It's interesting how social media claims to bring us closer together yet at that same time divides us further apart. I've often found myself down an endless scroll to the bottom of nowhere, wondering what catalyst will make me say, ok, time to do something else. Lately, I've found TikTok to be my social media hole of choice. They've done a great job with their algorithm in holding my attention, and my brother's for that matter. My brother, someone who created a Facebook page and never uses it and doesn't do Instagram, got into TikTok after I showed him some funny videos a couple of Thanksgivings ago. We both have a similar sense of humor and I haven't seen him laugh that hard in years. We'll text each other TikTok's and laugh because more often than not, we've already seen the ones we've texted each other.
This week I took a few days off from opening any social media apps. I didn't delete them from my phone or post that I'm off social media or deactivate my account, just challenged myself not to open them. I wanted to see what it would feel like and what my impulses would be to not open Instagram, Facebook, or TikTok. On the first day off, I laughed out loud when I caught myself almost opening Instagram. I laughed because it was so natural to sit down and open Instagram because I had an extra minute or so. It was a mindful way of observing my mindfulness.
Chloe and I visited Northshire Books in Saratoga Springs last week, "New York State's biggest bookstore north of NYC". Lately, I lean towards the self-help, spiritual, and business sections of bookstores. My wife knows me so well and pointed to a white-covered hardcover book that stood face out on the top shelf of the self-help sections, Four Thousand Weeks: Time Management for Mortals a NY Times Best Seller. Perfect! I'll take it along with Daniel Pink's new book, When.

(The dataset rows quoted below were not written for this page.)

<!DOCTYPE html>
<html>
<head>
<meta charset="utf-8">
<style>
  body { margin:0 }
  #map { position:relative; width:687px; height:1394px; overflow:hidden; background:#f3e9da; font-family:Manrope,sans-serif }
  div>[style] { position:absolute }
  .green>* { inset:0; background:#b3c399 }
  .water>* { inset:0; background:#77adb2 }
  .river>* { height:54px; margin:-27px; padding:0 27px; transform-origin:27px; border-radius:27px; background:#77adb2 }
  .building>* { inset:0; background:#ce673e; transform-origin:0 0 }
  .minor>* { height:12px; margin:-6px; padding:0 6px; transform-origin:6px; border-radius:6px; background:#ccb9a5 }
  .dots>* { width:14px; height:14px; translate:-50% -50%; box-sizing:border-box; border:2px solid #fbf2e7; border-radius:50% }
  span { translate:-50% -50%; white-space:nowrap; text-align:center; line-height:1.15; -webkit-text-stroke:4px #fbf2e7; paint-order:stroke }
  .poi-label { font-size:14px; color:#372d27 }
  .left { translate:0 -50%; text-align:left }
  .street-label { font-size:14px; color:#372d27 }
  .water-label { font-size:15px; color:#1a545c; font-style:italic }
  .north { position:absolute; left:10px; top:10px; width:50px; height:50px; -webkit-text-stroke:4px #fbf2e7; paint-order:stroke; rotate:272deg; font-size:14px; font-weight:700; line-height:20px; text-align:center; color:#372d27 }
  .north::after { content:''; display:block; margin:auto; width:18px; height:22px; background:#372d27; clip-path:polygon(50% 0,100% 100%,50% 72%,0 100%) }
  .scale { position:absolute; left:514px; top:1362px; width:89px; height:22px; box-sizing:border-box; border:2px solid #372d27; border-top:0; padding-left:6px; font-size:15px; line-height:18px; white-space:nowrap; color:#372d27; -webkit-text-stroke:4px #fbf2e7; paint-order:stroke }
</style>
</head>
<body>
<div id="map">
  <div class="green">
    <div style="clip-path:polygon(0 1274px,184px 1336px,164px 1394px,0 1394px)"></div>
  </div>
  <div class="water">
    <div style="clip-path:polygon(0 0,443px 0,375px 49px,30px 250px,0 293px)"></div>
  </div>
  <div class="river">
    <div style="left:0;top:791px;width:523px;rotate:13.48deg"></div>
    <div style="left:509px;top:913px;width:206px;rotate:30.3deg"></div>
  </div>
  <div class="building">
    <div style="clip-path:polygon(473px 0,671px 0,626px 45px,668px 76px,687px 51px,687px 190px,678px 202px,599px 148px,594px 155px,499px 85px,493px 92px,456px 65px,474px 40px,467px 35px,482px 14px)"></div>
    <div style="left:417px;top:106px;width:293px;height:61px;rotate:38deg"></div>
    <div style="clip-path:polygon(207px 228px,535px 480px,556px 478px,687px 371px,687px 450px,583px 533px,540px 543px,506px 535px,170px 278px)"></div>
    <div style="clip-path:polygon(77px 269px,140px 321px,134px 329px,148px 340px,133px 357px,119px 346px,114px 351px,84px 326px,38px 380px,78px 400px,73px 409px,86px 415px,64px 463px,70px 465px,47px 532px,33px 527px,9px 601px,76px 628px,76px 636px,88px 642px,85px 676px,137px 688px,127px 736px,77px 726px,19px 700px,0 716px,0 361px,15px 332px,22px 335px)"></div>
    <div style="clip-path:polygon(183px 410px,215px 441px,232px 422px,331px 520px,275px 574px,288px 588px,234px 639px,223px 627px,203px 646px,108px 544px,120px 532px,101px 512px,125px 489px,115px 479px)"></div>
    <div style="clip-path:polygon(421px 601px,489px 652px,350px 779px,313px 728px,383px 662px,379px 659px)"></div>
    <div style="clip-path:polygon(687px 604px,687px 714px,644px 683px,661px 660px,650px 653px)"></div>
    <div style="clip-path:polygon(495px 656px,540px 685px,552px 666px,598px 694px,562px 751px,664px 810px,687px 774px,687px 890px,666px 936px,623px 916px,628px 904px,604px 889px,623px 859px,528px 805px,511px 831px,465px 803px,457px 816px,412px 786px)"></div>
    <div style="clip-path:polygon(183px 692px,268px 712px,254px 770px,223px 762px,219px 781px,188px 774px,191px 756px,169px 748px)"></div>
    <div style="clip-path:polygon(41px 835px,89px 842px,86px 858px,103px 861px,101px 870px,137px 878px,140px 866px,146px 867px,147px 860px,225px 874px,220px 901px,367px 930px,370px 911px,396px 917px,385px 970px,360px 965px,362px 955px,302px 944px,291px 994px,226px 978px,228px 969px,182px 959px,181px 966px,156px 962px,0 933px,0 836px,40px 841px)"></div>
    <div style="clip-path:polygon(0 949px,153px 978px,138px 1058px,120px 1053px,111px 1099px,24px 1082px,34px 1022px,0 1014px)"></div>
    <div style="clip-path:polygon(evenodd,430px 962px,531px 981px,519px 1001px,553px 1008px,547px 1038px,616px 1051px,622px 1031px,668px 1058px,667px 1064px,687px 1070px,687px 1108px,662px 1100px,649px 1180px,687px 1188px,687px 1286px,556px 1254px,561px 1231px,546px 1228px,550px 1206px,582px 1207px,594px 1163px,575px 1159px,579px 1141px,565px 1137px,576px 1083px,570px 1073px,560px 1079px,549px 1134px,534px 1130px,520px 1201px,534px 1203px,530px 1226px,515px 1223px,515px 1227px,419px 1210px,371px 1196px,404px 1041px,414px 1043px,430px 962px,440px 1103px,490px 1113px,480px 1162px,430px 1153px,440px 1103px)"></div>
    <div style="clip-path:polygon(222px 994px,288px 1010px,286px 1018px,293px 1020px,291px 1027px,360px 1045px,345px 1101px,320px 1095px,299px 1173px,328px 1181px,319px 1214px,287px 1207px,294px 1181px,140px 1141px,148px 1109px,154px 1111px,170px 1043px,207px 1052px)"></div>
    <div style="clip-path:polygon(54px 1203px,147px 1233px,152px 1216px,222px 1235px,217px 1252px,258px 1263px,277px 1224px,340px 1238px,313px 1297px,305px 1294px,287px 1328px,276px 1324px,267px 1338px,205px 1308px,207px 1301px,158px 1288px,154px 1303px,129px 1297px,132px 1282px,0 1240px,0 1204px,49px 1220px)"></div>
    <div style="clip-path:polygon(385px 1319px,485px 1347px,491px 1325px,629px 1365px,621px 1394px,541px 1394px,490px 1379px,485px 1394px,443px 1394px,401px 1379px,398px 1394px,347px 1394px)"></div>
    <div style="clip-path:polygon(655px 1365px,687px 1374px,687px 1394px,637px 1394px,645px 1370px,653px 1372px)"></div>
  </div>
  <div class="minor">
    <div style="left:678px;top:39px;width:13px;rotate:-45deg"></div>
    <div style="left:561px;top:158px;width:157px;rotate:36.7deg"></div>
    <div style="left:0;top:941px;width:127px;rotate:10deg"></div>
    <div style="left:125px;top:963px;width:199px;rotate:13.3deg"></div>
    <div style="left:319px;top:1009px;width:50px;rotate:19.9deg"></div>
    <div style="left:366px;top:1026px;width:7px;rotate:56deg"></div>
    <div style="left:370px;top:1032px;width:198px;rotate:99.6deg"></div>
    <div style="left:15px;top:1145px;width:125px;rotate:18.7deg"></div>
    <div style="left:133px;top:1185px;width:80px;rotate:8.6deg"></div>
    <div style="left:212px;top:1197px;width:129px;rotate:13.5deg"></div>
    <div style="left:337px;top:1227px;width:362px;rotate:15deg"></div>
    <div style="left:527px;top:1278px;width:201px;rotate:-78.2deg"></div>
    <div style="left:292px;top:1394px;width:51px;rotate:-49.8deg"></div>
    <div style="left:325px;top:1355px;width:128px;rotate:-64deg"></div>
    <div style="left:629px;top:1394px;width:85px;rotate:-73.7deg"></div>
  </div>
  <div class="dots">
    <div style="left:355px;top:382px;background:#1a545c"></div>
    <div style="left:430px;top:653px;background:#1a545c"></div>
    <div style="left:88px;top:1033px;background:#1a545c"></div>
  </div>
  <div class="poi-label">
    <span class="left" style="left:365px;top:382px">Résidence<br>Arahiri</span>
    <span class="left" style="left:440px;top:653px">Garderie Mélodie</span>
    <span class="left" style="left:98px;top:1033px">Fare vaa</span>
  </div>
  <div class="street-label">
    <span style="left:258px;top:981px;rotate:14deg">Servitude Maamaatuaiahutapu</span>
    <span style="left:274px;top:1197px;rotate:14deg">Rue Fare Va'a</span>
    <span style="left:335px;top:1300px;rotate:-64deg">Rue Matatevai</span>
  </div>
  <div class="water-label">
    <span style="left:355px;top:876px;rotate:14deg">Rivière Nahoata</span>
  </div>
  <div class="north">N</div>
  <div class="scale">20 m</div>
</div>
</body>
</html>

I'm a little over halfway through with Four Thousand Weeks and have been loving this book. It's a refreshingly sober look at time and its finitude in a lifetime. It's unlike a lot of other productivity books I've read that give you exercises and assignments to become more efficient or better or smarter or more than who you already are. It starkly looks at a human life in quantifiable ways, like the title blatantly states, four thousand weeks. If we live to be 80, that equates to about four thousand weeks.
The author, Oliver Burkeman invites us to think about age-old questions by blending thoughts from some of the greatest minds in history and how they relate to our modern-day. What do we do with that time? How do we give meaning to things in our lives? When we choose one thing, what are the things we choose not to do?
This book was also a catalyst, as well as conversations with Chloe this past week, about looking at social media in a new light or a more intentional light. It gave space around the mindless act of scrolling and what made me look at what I was getting out of the time spent and lost on social media. I've become accustomed to filling the little spaces of time in-between activities or work or taking a shit or making coffee or eating, with scrolling.
Four Thousand Weeks helped me look at social media in a new way and make me question the way I consume it or maybe more likely, it consumes me. Since taking a break this week from the socials I've found enjoyment in reading more and listening to books. I've played more piano and felt less anxious. Instead of opening the social media folder on my phone, which I still navigated to several times this week, I've gone to open the NY Times and Duolingo instead. Or I just put my phone down.
All that being said, I did open Instagram to write to a couple of people today and post a video of Louise practicing a Neil Young song called Cinnamon Girl on my Insta story. The days are getting a little longer though it's still below freezing. I vacuumed my studio and took down some vines that have been strangling the cherry trees in our yard.